Le Pont – Camille James Lepellier_Paris.
_Prix Energheia France 2016.
La voiture est arrêtée sur le bas-côté de la route. Dehors, il fait nuit noire et il y a une fine brume. J’imagine que c’est toujours comme ça, en Mai, par ici. Au loin, on voit les lumières de la ville. Elle paraît si minuscule. Et au-dessus, des moutons de nuages, agglutinés à la surface de l’horizon. C’est beau. Hors de la ville…C’est sans doute le seul moyen de l’apprécier véritablement.
La musique est forte. Elle fait vibrer tout l’intérieur de l’habitacle surchargé par l’odeur âcre des sièges en cuir qui colle à la peau. Les vitres sont tapissées de buée. Leni et Oscar fument leurs joints avachis sur la banquette arrière. Ils ont l’air loin eux-aussi. A quelques centimètres derrière nous et pourtant tellement loin. La fumée fait écran entre nous. Ils ne nous regardent pas. Ils ne nous entendent pas, ne nous écoutent pas. Ils fument.
Tomi est assis derrière le volant. Cela a toujours été sa place, derrière le volant, même lorsque les voitures ne lui appartenaient pas. Il est rouge, légèrement brillant. J’imagine qu’on a encore trop bu. Comme tous les soirs d’ailleurs. On ne compte plus les bouteilles qui s’accumulent autour de nous. On est bien. On patiente. Tomi me prend par la main et ses yeux noirs caressent mon visage. J’ai chaud, terriblement chaud. Je ne sais pas si c’est l’alcool qui tourbillonne dans mes veines ou son parfum moite qui me grise, mais je me sens étrangement mou. C’est bête mais je crois que je l’aime.
Il m’embrasse. Furtivement, puis longuement. J’ai le goût sucré de ses lèvres et de la vodka pomme incrusté sur la langue. Je suis bien. On est heureux.
Les phares de la voiture éclairent devant nous. Au dehors, tout est sombre, imprécis. Sauf un panneau de signalisation indiquant en lettre rouge sur fond jaune : « Route Barrée. Danger ! »
Tomi sourit. Nos deux regards convergent vers l’horizon qui ne fait plus qu’un avec la nuit. Nous dévisageons le même néant. Tomi me prend par l’épaule et appose ma tête sur son cœur. A la radio, la musique change. Mais personne ne réagit, sauf lui.
« Vi to er smeltet samen vi kan ikke skilles mer.”
Il chante. Il a toujours voulu chanter. Je ne comprends pas vraiment ce qu’il dit, mais je l’écoute et souris.

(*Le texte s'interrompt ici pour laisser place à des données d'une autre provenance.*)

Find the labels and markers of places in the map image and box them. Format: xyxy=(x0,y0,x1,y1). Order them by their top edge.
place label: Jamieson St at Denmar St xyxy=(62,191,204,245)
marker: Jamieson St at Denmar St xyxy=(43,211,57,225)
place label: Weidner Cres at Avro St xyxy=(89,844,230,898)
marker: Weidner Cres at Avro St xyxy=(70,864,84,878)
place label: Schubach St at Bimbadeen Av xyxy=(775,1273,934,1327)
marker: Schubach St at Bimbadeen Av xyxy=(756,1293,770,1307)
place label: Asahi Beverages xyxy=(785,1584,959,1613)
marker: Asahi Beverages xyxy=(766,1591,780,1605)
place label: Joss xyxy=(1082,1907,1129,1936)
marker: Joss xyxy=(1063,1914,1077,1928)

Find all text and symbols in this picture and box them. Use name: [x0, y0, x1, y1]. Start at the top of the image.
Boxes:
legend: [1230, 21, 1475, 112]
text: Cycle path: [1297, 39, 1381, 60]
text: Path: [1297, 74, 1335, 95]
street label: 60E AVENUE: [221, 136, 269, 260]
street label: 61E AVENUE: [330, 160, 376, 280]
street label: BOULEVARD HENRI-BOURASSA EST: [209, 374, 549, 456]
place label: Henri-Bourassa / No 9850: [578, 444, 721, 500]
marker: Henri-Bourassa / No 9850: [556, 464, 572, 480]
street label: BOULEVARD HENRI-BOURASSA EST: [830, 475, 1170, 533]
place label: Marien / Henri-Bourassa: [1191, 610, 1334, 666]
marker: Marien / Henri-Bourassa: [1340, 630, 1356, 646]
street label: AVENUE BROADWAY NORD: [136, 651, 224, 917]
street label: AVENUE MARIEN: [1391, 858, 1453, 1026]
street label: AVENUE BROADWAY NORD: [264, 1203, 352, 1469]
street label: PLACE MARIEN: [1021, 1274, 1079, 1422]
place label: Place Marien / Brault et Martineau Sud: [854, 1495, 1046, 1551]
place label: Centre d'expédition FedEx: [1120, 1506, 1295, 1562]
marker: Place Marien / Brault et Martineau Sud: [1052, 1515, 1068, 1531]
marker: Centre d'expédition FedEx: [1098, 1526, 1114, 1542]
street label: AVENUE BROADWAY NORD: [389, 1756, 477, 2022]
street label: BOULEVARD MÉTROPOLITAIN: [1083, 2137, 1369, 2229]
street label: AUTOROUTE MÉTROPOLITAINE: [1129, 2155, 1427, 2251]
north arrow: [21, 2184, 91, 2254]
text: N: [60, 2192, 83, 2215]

« Tu m’aimes ? » s’interrompt-il fièrement.
« Oui, pourquoi ? » babultis-je troublé par sa question.
« Jusqu’à la mort ? » reprend-il avec un sourire appuyé.
« Oui, j’imagine…Tu t’en doutes bien. » Tout d’un coup, tout prend une saveur bizarre, froide et salée, comme de l’eau de mer dans les poumons. « Pourquoi tu me demandes ça ? »
« Pour rien… Ne t’inquiète pas. »
Son visage devient soudainement grave, du moins l’espace d’une seconde, juste le temps de reprendre son assurance habituelle, comme s’il s’était laissé le temps de souffler un regret entre ses lèvres. Il m’embrasse à nouveau. Il tremble un peu sous son tee-shirt. Je pense à l’alcool, à la fatigue. Il plonge ses yeux dans les miens. Il me regarde droit dans l’âme et me sourit. C’est sans doute sa façon de se rassurer, ou de me rassurer.
« Chante avec moi ! »
Derrière, Leni et Oscar fument tranquillement. Ils ont les yeux fermés, la tête pliée sur le rebord de la banquette. On dirait qu’ils dorment sagement.
« Vi to er smeltet samen… »
La voiture redémarre. Dans ma tête, je crois comprendre et quelque part, j’essaie de me convaincre que nous allons rentrer sagement chacun chez soi. Il est tard, la ville commence à fatiguer elle-aussi.
« Vi kan ikke skilles mer.. »
Il m’embrasse à nouveau, une dernière fois je pense. La voiture s’élance sur le pont et dépasse le panneau qui finit par s’effacer dans la pénombre.
Personne ne proteste. Je lui prends la main. J’ai le souffle qui s’emballe. Je ne dis rien, je chante avec lui et je ferme les yeux sur lui, après avoir mémorisé les formes douces de son visage. Il est trop tard. Je n’ai plus peur.